§ **Input records**
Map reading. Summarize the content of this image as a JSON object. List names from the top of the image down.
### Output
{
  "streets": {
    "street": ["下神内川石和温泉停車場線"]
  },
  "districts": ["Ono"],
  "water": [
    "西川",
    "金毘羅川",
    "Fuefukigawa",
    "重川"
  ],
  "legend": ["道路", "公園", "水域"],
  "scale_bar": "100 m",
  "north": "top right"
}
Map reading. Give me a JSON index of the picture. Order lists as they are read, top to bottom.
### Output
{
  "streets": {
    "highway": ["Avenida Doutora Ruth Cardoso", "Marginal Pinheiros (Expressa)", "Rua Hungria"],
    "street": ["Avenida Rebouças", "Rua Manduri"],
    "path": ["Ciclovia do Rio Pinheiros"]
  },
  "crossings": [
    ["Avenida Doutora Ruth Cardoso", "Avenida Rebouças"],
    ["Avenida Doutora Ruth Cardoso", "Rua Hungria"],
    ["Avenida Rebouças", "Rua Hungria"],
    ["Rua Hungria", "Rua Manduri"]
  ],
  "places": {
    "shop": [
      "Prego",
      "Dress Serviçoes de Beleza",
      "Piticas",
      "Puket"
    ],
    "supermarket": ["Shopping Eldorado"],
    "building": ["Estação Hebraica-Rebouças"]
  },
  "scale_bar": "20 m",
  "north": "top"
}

§ **Brief**
Set down the listing above exactly, line for line.

§ **Finished task**
Map reading. Summarize the content of this image as a JSON object. List names from the top of the image down.
### Output
{
  "streets": {
    "street": ["下神内川石和温泉停車場線"]
  },
  "districts": ["Ono"],
  "water": [
    "西川",
    "金毘羅川",
    "Fuefukigawa",
    "重川"
  ],
  "legend": ["道路", "公園", "水域"],
  "scale_bar": "100 m",
  "north": "top right"
}
Map reading. Give me a JSON index of the picture. Order lists as they are read, top to bottom.
### Output
{
  "streets": {
    "highway": ["Avenida Doutora Ruth Cardoso", "Marginal Pinheiros (Expressa)", "Rua Hungria"],
    "street": ["Avenida Rebouças", "Rua Manduri"],
    "path": ["Ciclovia do Rio Pinheiros"]
  },
  "crossings": [
    ["Avenida Doutora Ruth Cardoso", "Avenida Rebouças"],
    ["Avenida Doutora Ruth Cardoso", "Rua Hungria"],
    ["Avenida Rebouças", "Rua Hungria"],
    ["Rua Hungria", "Rua Manduri"]
  ],
  "places": {
    "shop": [
      "Prego",
      "Dress Serviçoes de Beleza",
      "Piticas",
      "Puket"
    ],
    "supermarket": ["Shopping Eldorado"],
    "building": ["Estação Hebraica-Rebouças"]
  },
  "scale_bar": "20 m",
  "north": "top"
}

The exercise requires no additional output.